The women that run this nursing program in this tiny, under funded, southern rural community college want us to get our license. They want us to practice nursing. Passing the boards won't mean that we're great nurses, it will only mean that we are "safe" (i.e. not likely to kill anyone). Because I've developed a strange and overwhelming respect for these people (Stockholm syndrome ? I can't help but wonder.), I find this desire, effort, hard core push to get us to a place where we will be able to practice, deeply touching. I feel they have faith in me. They believe I'll be good or at least not lethal. And because I've come to believe my instructors are all excellent people, this has made me feel all weird and vulnerable and gushy.

I've also begun to feel sad about leaving school. (whaat?) I am going to miss these people, my instructors and my fellow students. I have rarely, if ever, felt such a sense of belonging. Or really, I should say, I've rarely gotten so much out of a sense of belonging. I don't do groups. Even though I've always been fascinated and enamored of the idea of "interconnectivity", the reality is not comfortable. Something in me gets itchy and rebellious about the pull of a group. (with the obvious exception of Happy Robot. Do you know I feel not in the slightest bit self-conscious about referring to other happy roboters as "robots"? . . . O.K. the first time I did feel a twinge of "joiner-ism", but it was just a second and then it passed and now it feels natural and right and threatens, not in the least my grasping illusion of specialness and autonomy).

I was frightened of this school when I started.

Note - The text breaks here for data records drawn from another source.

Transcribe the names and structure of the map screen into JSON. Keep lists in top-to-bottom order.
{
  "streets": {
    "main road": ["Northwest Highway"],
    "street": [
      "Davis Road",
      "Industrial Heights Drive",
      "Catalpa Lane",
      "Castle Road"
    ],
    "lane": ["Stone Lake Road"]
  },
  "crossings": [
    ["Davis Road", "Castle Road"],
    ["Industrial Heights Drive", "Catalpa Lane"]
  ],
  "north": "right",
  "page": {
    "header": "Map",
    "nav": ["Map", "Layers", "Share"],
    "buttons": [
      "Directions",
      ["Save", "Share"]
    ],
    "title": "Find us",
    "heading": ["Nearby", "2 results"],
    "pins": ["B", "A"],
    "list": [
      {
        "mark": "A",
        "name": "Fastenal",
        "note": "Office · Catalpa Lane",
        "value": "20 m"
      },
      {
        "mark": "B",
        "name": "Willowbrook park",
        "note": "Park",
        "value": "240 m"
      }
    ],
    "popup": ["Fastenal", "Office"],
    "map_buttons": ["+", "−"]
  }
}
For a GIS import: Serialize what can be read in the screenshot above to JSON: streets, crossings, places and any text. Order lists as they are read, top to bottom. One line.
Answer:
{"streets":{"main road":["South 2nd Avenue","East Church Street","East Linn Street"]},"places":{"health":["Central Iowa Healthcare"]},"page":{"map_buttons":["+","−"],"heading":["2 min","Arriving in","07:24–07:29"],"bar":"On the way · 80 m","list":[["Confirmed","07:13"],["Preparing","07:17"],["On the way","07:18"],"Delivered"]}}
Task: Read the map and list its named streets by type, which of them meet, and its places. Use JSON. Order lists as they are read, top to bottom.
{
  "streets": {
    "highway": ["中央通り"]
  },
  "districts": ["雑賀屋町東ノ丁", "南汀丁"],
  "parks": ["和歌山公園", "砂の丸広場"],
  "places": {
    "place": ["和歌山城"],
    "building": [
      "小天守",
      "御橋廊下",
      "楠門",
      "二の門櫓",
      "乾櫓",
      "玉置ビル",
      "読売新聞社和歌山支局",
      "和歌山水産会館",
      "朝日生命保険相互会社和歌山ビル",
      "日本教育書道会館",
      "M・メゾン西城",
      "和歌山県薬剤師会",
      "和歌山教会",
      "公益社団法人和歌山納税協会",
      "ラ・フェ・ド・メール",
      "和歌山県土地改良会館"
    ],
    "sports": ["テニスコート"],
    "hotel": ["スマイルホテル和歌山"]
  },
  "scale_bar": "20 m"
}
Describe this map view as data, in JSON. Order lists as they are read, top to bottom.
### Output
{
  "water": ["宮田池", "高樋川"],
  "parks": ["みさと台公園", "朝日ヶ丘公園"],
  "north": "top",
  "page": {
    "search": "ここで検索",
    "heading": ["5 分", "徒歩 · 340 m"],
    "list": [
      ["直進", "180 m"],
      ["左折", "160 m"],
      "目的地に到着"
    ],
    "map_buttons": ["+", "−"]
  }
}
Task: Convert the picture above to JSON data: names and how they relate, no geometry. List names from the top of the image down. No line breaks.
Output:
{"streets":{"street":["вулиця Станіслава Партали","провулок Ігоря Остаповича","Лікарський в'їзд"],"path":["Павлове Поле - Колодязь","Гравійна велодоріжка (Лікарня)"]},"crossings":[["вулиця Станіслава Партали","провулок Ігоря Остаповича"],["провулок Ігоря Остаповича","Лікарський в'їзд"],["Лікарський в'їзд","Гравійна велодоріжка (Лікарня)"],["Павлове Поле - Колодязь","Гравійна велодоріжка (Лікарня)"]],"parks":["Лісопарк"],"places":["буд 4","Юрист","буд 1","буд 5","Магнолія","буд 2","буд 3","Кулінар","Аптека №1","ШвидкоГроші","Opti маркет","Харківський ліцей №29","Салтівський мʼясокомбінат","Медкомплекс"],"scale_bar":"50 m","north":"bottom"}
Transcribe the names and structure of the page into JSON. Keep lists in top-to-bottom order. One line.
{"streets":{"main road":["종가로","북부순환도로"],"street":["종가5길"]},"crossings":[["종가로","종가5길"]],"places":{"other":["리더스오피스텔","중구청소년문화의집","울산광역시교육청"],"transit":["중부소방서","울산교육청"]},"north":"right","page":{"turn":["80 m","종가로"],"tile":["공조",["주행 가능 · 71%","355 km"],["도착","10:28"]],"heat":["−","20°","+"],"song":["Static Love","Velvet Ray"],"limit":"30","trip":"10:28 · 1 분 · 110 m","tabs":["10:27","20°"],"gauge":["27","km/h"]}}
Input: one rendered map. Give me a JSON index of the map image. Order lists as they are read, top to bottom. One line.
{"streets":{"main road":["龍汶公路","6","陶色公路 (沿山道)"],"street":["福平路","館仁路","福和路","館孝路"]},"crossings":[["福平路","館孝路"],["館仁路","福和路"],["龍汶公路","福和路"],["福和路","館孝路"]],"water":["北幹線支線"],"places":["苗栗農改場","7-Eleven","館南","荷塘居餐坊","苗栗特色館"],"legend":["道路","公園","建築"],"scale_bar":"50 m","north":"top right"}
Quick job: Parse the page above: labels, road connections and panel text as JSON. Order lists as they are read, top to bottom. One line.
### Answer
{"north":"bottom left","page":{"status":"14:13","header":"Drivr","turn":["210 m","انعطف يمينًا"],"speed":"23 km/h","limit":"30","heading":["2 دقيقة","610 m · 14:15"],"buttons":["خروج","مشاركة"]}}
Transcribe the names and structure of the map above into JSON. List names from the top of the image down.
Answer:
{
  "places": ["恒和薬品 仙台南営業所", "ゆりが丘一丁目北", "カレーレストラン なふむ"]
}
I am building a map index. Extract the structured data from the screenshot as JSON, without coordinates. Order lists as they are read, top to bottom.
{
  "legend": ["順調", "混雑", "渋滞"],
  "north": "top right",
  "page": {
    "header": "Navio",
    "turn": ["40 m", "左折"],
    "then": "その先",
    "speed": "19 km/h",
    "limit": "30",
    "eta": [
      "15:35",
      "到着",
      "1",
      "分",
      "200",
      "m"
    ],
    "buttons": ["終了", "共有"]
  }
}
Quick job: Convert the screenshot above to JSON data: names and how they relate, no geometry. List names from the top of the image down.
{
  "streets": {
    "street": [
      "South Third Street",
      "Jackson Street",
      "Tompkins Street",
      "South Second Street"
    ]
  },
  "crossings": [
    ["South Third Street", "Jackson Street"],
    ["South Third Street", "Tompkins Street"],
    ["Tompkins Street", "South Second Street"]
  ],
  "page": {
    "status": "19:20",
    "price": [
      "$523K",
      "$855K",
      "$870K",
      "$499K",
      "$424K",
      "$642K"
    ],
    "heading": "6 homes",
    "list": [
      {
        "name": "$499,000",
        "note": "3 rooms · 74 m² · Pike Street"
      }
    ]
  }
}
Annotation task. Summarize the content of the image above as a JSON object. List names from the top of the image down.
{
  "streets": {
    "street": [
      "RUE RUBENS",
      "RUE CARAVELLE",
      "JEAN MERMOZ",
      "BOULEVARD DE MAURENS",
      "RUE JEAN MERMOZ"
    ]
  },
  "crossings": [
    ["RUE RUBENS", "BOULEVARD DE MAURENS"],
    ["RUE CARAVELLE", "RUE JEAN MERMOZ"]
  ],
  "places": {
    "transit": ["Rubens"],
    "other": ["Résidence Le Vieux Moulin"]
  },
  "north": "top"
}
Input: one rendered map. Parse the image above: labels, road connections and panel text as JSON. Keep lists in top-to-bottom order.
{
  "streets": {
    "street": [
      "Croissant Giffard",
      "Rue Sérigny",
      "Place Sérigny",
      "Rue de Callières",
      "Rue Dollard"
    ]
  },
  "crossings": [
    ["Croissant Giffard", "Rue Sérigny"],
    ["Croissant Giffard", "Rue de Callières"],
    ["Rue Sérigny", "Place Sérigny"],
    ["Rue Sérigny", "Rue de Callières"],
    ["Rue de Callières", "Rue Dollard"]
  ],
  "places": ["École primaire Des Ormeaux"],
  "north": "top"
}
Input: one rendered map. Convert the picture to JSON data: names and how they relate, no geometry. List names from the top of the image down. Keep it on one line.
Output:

I was frightened of the people and this area of the country and of myself starting this new thing that felt not like me at all (although like a type of me, a potential me, if I could pull it together).
I was afraid I would hate these people and that hatred would make me act like an asshole (or struggle painfully to keep from being an asshole) which would interfere with my ability to function/succeed plus would be embarrassing and stressful.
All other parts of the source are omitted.